# Give me some hope please.....



## Gillibeanz (Jul 2, 2008)

All you German blue Ram owners please give me some hope. My pair have spawned for the 6th time now and eaten the eggs. I dont have the facilities to remove them. I was just wondering how many of you have a pair that have finally successfully hatched some after a lot of tries, and how may unsuccessful times it took them?


----------



## cichlidaholic (Dec 7, 2005)

I don't have any of the GBR's, but I have alot of Bolivians, and have the same problems with some of them.

Are you 100% certain that you have both a male and female? (I'm horrible at sexing rams, so I certainly couldn't tell you for sure!) Females will "go through the motions" as if they are a pair, but since the eggs aren't actually fertilized, they will eat them.


----------



## Gillibeanz (Jul 2, 2008)

Yep despite all the articles on sexing them and being convinced I had 2 females the last lot of eggs got laid where where I could see a pair of eyes in some of them.

My identical pair of rams - although its not a good pic of the both of them both have exactly the same length spikes too!


----------



## cichlidaholic (Dec 7, 2005)

Your vision must be better than mine!

The first time my rams spawned, I thought it was dust in the water when they became free swimming! :lol:

Never even saw the eggs! And had to get a friend to come over with a SLR camera to take pics of the fry so I could see what they looked like!

Very nice looking GBRs, by the way...

Wish I could be of more help!


----------



## Number6 (Mar 13, 2003)

That's not a great photo to tell the gender on but those look like two females from what I can see.

If they are as identical as you mention, then that backs up my hunch.


----------



## Gillibeanz (Jul 2, 2008)

Luckily the last time they laid it was right up close to the end of the glass so I could see all!! Also used a magnifying glass for extra help!

Nope they must be a pair - NOT 2 females as my eggs definitely had 2 pairs of tiny black eyes! Just goes to show all the info on sexing is useless! :roll:


----------



## Number6 (Mar 13, 2003)

Gillibeanz said:


> Just goes to show all the info on sexing is useless! :roll:


How many days after the eggs were laid was it when you think you saw eyes?
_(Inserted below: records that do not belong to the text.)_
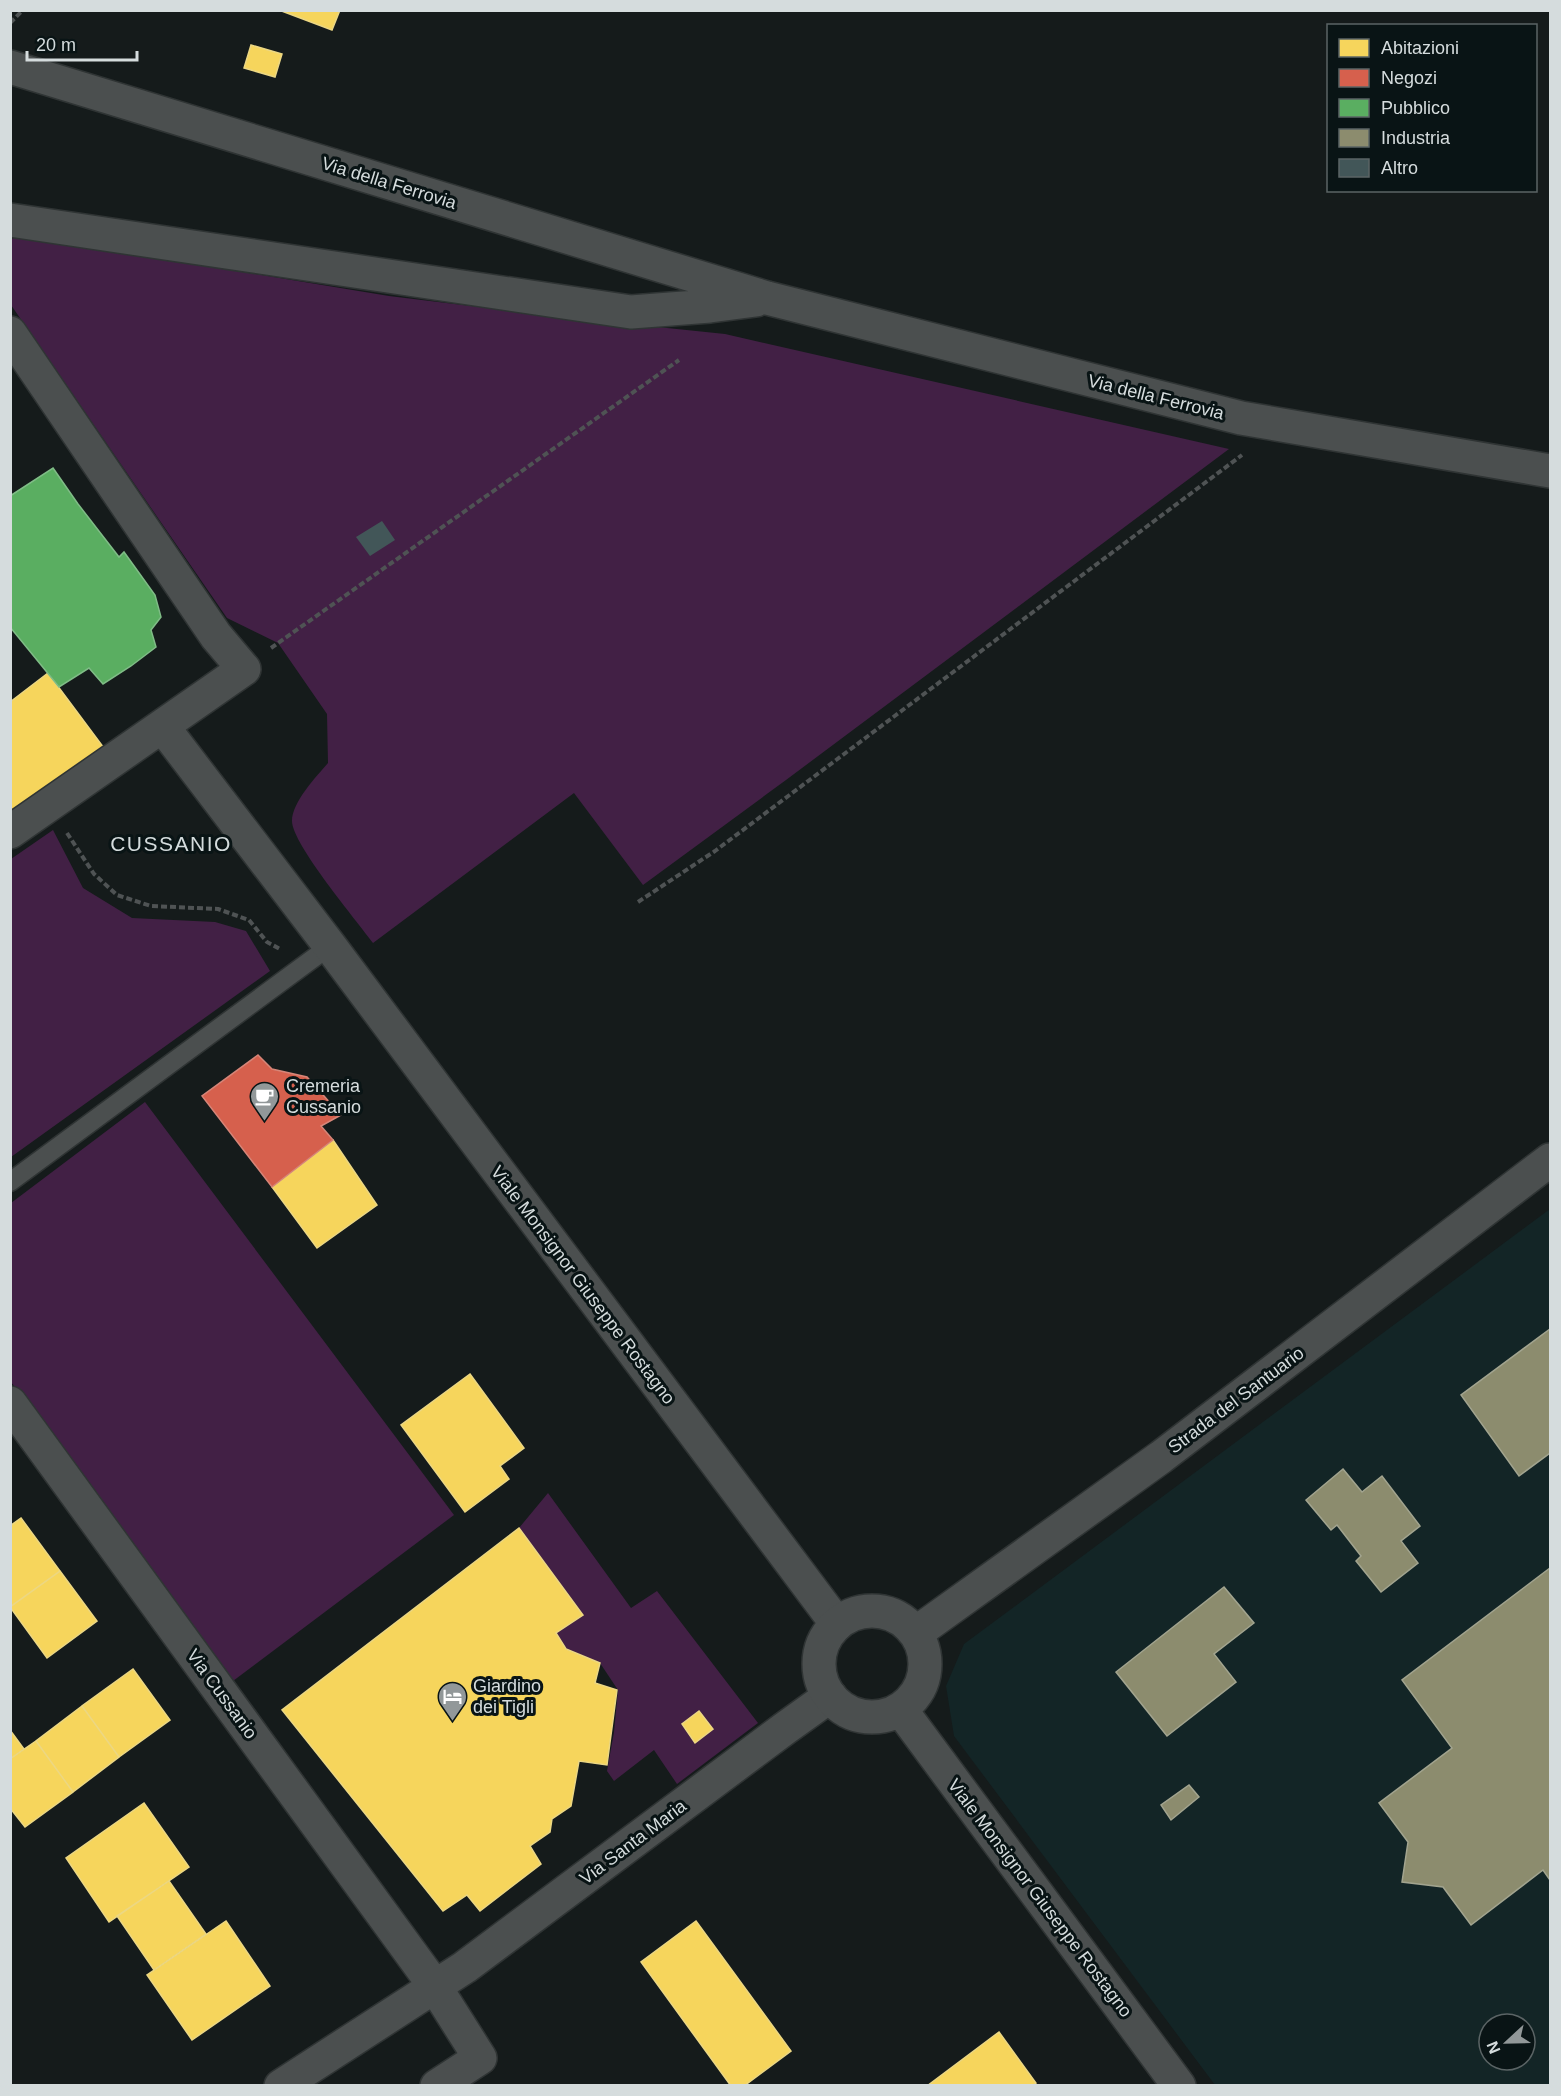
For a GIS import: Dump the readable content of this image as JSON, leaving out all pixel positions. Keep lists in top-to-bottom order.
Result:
{
  "streets": {
    "street": [
      "Via della Ferrovia",
      "Viale Monsignor Giuseppe Rostagno",
      "Strada del Santuario",
      "Via Cussanio",
      "Via Santa Maria"
    ]
  },
  "crossings": [
    ["Viale Monsignor Giuseppe Rostagno", "Strada del Santuario"],
    ["Viale Monsignor Giuseppe Rostagno", "Via Santa Maria"],
    ["Strada del Santuario", "Via Santa Maria"],
    ["Via Cussanio", "Via Santa Maria"]
  ],
  "districts": ["CUSSANIO"],
  "places": {
    "cafe": ["Cremeria Cussanio"],
    "hotel": ["Giardino dei Tigli"]
  },
  "legend": [
    "Abitazioni",
    "Negozi",
    "Pubblico",
    "Industria",
    "Altro"
  ],
  "scale_bar": "20 m",
  "north": "left"
}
Although I can see the eyes when GBR eggs have developed some, I would not be describing the eyed up eggs in the way you are. So that returns me to another possibility... that you do have two girls and the part you were mistaken on was the eyed up eggs. It deserves exploring at the very least. We can all make mistakes.


----------



## Gillibeanz (Jul 2, 2008)

about 48 hours after they were laid. they went a kind of more see through colour and you could see dark specks in them - like this picture:-

http://groups.msn.com/LyreTailsAquarium ... hotoID=528


----------



## Number6 (Mar 13, 2003)

The first Ram in the photos could be a feminine looking male. I don't see any blue spangles in the spot, so that is at least somewhat of a useful indicator (as of course eyed up eggs would be :lol: )

So now we head to the male and female eating fertile eggs... 
what else is in the tank? Any algae eaters or snails?

If there are no stressors, then you might just have an egg eater... a bad parent. Sometimes these fish never correct their bad behavior... e.g. perhaps a fish has an instinct to eat all eggs at any sight of a fungus spreading throughout the eggs... in the wild, this might not be a big deal but in a tank, this isn't useful. Hope that helps!


----------



## Dutch Dude (Sep 14, 2006)

Those eggs were definitely fertilized. The white once aren't and get fungus and will be removed by the parents. Sometimes it takes quit a lot of spawning before the parent's have learned how to deal with the eggs and wigglers. It took my Bolivians over 10 spawns to get it right. The same for my apisto's! Thats the problem with artificially raised fish,....they never learned how to raise fry from their parents. It might take a couple of more spawns but there is also a possibility they will be eating the eggs all the time. If they still don't get it right after 15 spawns you might want to raise them artificial.


----------



## Gillibeanz (Jul 2, 2008)

I have snails in the tank but it was the parents that did the eating I saw them do it! On previous spawns the eggs disappeared gradually over the course of 3 days, but on the last spawn the male was eating them as the female laid even though she was telling him off - he wasnt even bothering to fertilize them like before when I watched them. They kept getting interrupted by my dwarf gourami so I guess maybe because they were stressed so thats why it happened.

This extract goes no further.